Nobody Knows begins in the summertime with a young boy named Akira, who appears to have not bathed in days, gently caressing a pink suitcase while riding the subway. He wears a blank expression and seems to be making mental contact with his young female companion. Before we know what’s going on, the scene ends and the film goes back three seasons to autumn – and for the next two hours, we see a brilliant drama unfold. This is the work of director Hirokazu Kore-eda (Distance) who, in his fifth film, uses a docudrama style similar to that of French New Wave to explain how Akira arrives at that moment on the subway.

When the autumn season begins, we see a clean-cut Akira (newcomer Yagira Yuya) arrive with his mother, Keiko (Japanese pop star You), at their new apartment building. The landlord and his wife rent the two a flat because Akira is old enough to not annoy the neighbors. Mother and son carry their belongings to their second-story room, where suitcases open and three more of Keiko’s children are revealed.

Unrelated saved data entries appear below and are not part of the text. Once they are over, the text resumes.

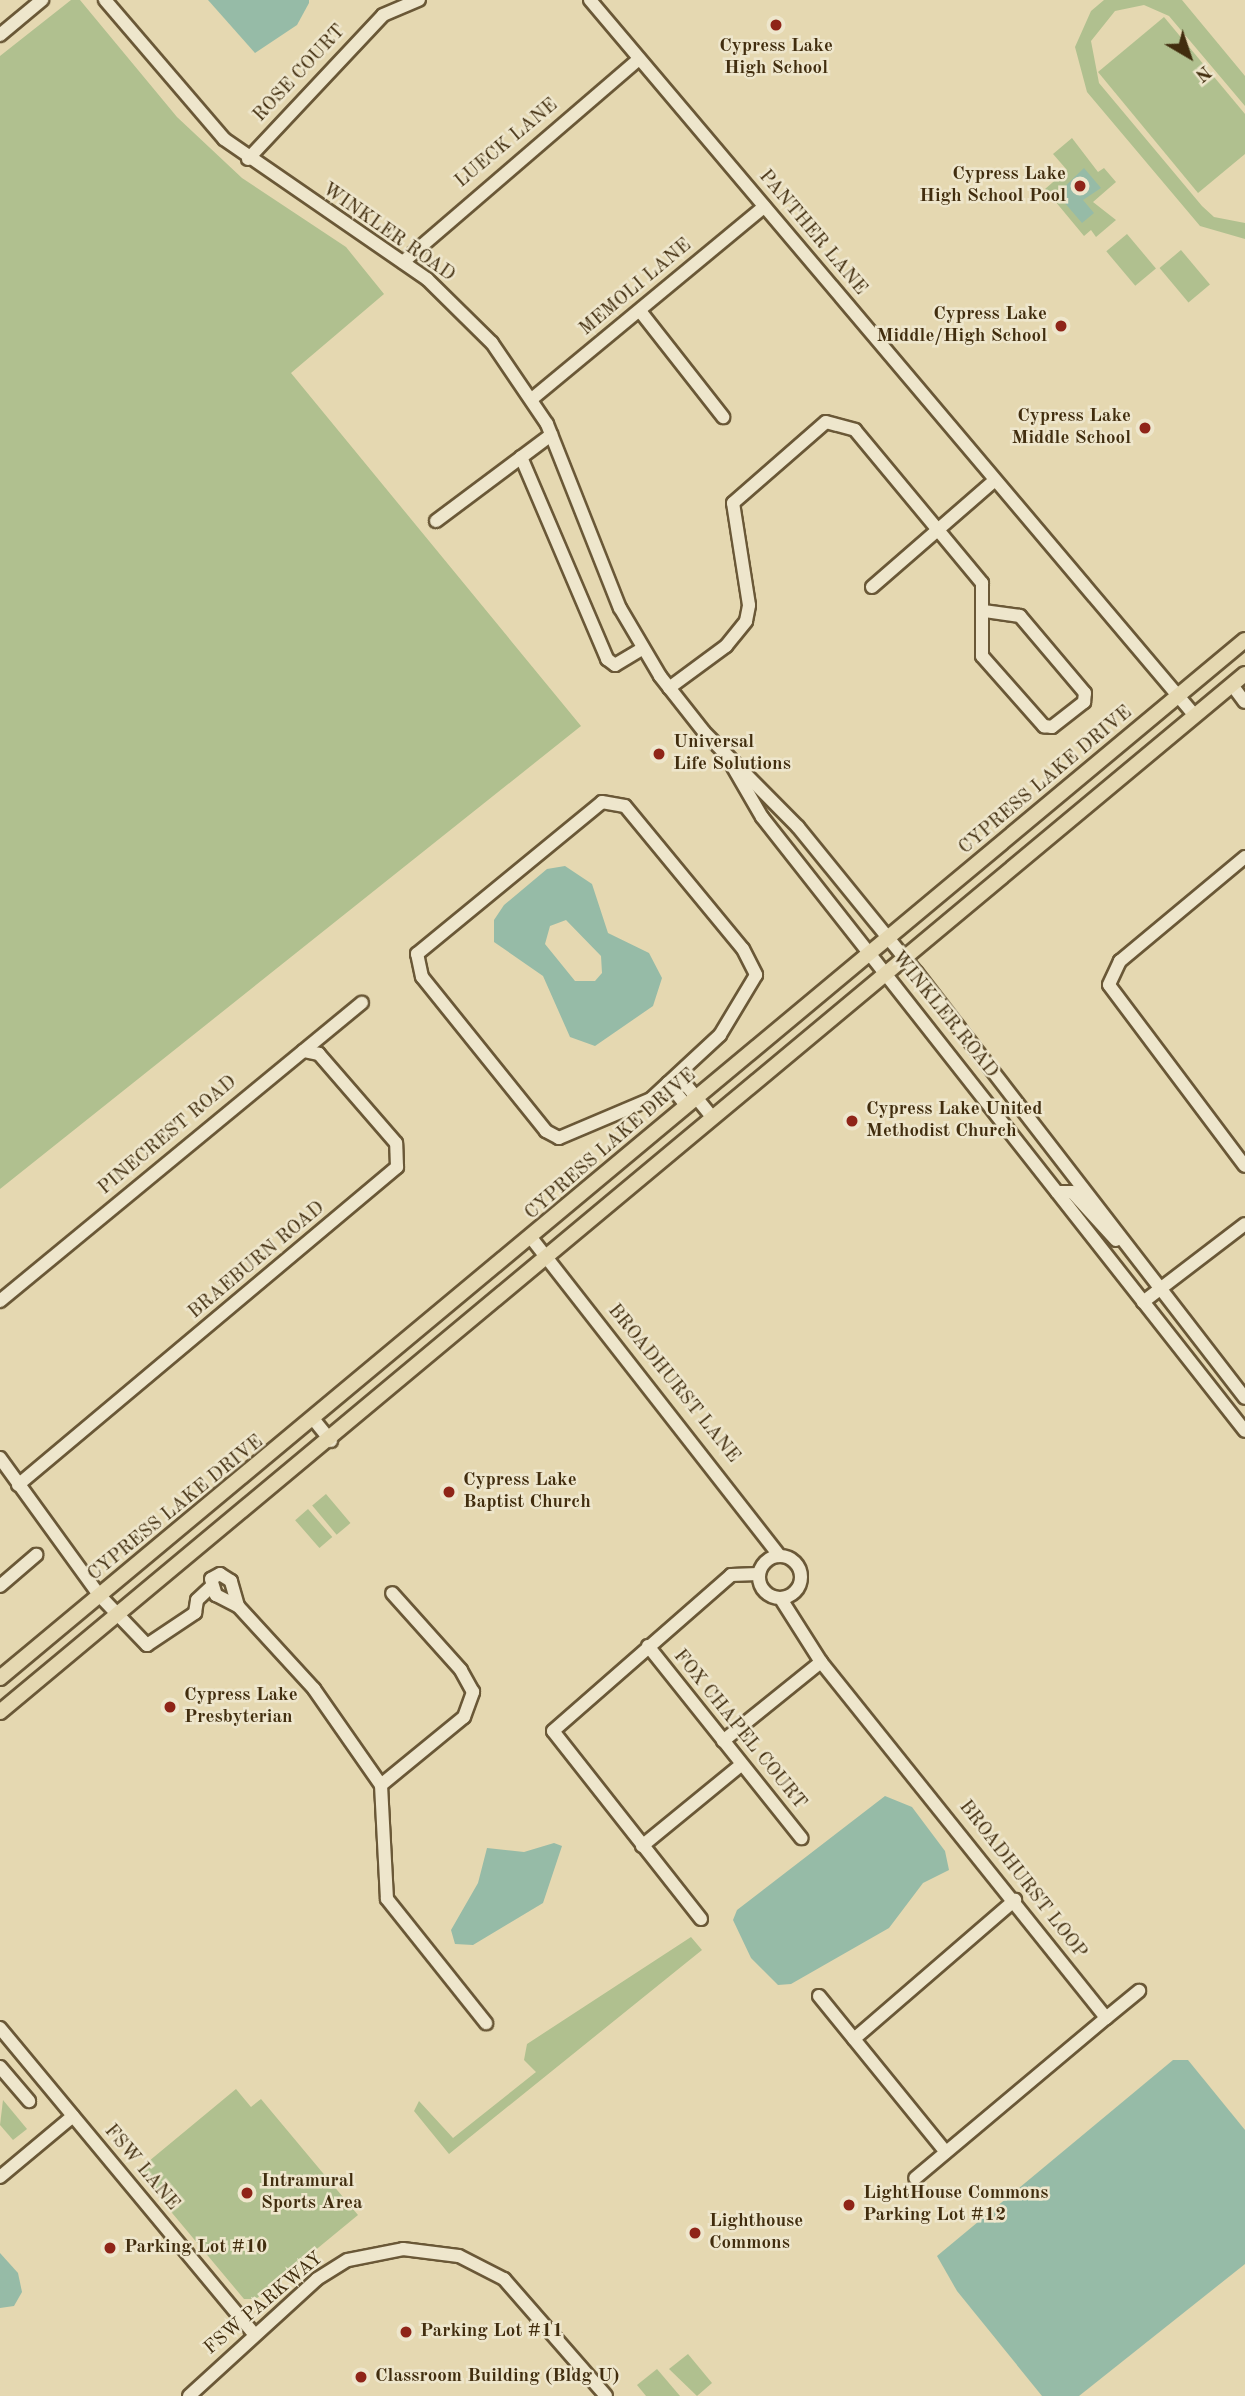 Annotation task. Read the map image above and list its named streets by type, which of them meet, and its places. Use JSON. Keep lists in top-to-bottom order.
{
  "streets": {
    "main road": ["CYPRESS LAKE DRIVE"],
    "street": [
      "ROSE COURT",
      "LUECK LANE",
      "WINKLER ROAD",
      "PANTHER LANE",
      "MEMOLI LANE",
      "PINECREST ROAD",
      "BRAEBURN ROAD",
      "BROADHURST LANE",
      "FOX CHAPEL COURT",
      "BROADHURST LOOP",
      "FSW LANE",
      "FSW PARKWAY"
    ]
  },
  "crossings": [
    ["ROSE COURT", "WINKLER ROAD"],
    ["LUECK LANE", "WINKLER ROAD"],
    ["LUECK LANE", "PANTHER LANE"],
    ["WINKLER ROAD", "MEMOLI LANE"],
    ["WINKLER ROAD", "CYPRESS LAKE DRIVE"],
    ["PANTHER LANE", "MEMOLI LANE"],
    ["PANTHER LANE", "CYPRESS LAKE DRIVE"],
    ["CYPRESS LAKE DRIVE", "BROADHURST LANE"],
    ["PINECREST ROAD", "BRAEBURN ROAD"],
    ["BROADHURST LANE", "BROADHURST LOOP"],
    ["FSW LANE", "FSW PARKWAY"]
  ],
  "places": [
    "Cypress Lake High School",
    "Cypress Lake High School Pool",
    "Cypress Lake Middle/High School",
    "Cypress Lake Middle School",
    "Universal Life Solutions",
    "Cypress Lake United Methodist Church",
    "Cypress Lake Baptist Church",
    "Cypress Lake Presbyterian",
    "Intramural Sports Area",
    "LightHouse Commons Parking Lot #12",
    "Lighthouse Commons",
    "Parking Lot #10",
    "Parking Lot #11",
    "Classroom Building (Bldg U)"
  ],
  "north": "bottom right"
}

Kyoko, Shigeru and Yuki arrive in secret and are told to never leave the building or else the whole family will be evicted. Keeping this in mind, the four youngsters (who all have different fathers) never attend school or go out to play. In essence, they are denied their childhood. One day the irresponsible Keiko leaves the four children, promising to return sometime in the future. This leaves Akira, who has yet to reach his teens, with the responsibility of being a parent to his three younger siblings. From this point on, we witness the four children survive as best they can in an adult world while still trying to maintain a childhood.

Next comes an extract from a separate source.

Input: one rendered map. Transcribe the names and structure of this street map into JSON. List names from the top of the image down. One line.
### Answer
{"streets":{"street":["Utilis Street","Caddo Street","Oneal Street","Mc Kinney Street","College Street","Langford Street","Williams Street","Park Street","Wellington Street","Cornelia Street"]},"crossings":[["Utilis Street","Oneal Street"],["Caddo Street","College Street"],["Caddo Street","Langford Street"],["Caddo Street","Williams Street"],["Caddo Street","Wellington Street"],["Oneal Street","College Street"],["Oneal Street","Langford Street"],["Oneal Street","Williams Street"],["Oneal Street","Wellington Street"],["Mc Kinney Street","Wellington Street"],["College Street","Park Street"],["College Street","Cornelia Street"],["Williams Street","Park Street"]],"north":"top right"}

Despite the hardships the four endure, Kore-eda brilliantly displays the positives of the situation as the siblings become closer to one another, knowing well enough that if their secret is revealed to the outside world they may be permanently separated. As a harp gently plays throughout the film’s score, we are constantly reminded that the subject matter of this Japanese docudrama (which is based on a true story) is about four children left to fend for themselves. Perhaps the sound of that gentle instrument is a metaphor for the slow stripping away of the children’s innocence.